**YOUR OBJECTIVE**
The response must consist of each line in the listing that has the word "rows" in it.

**SUPPLIED MATERIAL**

++++++++++

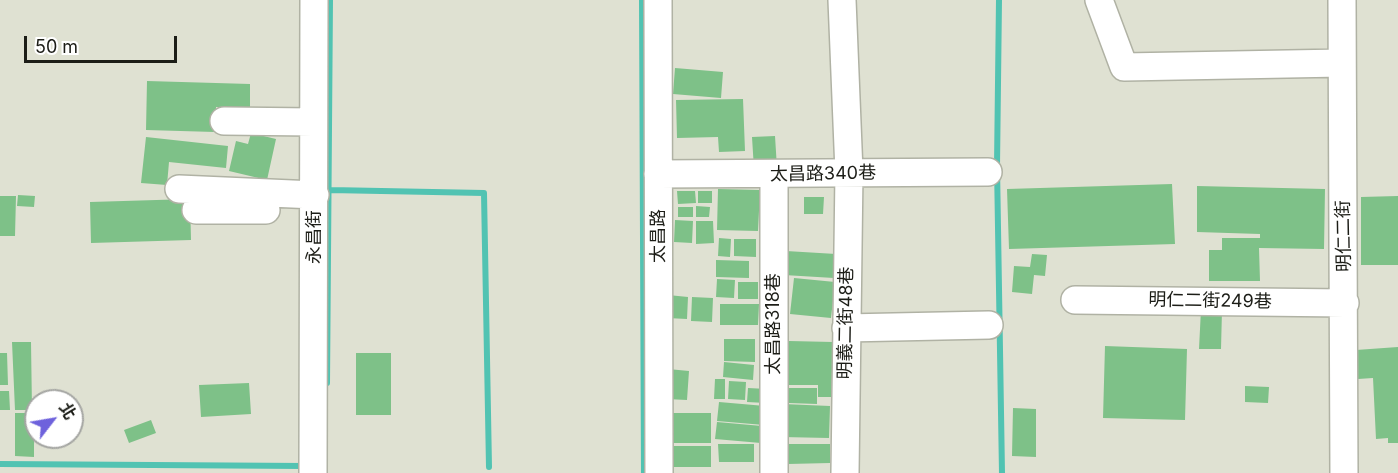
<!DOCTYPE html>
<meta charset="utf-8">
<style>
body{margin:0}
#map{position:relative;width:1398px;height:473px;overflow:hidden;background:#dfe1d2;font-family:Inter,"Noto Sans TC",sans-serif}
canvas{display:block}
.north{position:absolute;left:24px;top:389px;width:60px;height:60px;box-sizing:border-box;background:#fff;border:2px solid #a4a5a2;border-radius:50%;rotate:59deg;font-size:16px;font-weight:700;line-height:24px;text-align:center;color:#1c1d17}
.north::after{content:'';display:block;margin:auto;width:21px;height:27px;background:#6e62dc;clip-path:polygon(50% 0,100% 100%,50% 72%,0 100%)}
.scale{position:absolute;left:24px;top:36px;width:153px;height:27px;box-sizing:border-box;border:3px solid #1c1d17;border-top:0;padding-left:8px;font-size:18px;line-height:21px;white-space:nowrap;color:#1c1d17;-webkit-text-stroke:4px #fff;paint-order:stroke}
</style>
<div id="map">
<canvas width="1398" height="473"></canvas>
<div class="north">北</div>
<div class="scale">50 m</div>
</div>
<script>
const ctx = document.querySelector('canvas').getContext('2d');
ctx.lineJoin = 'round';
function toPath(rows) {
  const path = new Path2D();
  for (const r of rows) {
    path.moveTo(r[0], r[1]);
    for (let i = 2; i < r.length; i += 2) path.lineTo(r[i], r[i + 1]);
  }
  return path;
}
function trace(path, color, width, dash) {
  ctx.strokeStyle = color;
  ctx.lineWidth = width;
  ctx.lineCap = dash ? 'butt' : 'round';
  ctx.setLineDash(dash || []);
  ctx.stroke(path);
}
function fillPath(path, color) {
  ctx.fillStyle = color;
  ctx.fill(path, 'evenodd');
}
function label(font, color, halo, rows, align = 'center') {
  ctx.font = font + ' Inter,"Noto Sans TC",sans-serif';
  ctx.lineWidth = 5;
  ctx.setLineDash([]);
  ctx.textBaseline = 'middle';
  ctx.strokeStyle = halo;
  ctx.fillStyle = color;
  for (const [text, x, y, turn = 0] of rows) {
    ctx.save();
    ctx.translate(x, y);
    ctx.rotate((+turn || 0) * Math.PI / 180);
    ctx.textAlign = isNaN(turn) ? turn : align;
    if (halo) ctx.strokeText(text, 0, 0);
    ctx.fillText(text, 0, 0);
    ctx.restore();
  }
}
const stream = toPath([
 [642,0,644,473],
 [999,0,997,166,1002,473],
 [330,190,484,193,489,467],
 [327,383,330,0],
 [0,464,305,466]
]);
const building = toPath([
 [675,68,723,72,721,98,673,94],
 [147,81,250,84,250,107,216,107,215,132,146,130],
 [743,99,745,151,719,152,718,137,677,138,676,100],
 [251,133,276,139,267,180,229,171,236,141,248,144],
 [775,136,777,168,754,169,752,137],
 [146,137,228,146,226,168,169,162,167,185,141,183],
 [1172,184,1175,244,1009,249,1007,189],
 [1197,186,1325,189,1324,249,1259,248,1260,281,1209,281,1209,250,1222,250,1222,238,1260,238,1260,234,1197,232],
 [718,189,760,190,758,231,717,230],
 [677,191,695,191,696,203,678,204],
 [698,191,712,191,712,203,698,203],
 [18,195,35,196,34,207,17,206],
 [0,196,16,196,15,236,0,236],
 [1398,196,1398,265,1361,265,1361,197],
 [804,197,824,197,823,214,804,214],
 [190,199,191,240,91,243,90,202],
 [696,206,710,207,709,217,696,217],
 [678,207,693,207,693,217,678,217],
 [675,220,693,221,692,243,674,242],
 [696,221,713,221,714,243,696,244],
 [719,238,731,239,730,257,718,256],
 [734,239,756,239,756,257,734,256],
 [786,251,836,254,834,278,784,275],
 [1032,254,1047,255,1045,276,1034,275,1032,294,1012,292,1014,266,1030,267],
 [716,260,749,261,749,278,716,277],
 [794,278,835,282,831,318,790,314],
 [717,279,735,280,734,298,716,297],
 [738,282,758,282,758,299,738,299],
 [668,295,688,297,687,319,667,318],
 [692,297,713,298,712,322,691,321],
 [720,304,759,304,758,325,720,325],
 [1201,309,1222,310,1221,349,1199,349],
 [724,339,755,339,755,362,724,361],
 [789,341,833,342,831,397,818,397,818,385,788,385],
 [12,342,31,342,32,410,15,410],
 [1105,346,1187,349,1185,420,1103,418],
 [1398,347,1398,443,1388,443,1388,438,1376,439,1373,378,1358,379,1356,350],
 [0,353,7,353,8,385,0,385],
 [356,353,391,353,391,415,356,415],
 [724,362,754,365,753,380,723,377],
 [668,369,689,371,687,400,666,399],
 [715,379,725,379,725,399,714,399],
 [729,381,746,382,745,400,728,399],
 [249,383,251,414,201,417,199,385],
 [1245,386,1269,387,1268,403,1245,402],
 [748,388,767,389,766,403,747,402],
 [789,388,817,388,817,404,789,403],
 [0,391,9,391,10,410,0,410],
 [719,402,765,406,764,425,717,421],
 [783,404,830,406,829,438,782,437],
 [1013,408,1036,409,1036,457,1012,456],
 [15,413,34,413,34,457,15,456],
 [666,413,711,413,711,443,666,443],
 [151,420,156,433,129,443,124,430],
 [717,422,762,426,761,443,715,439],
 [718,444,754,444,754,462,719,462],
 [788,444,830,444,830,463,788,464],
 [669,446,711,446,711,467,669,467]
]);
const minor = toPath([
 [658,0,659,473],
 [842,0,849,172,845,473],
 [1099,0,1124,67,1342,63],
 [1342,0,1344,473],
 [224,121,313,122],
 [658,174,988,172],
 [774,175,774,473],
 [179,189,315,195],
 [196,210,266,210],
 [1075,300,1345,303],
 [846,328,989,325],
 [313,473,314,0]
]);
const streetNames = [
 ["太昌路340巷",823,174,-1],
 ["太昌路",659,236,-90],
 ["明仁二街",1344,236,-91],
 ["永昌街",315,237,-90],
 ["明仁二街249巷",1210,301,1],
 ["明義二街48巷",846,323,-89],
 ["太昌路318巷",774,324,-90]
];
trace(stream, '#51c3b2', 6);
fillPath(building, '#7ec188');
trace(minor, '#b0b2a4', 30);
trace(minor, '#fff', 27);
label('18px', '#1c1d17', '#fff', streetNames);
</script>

++++++++++

**EXERCISE RESULT**
function toPath(rows) {
  for (const r of rows) {
function label(font, color, halo, rows, align = 'center') {
  for (const [text, x, y, turn = 0] of rows) {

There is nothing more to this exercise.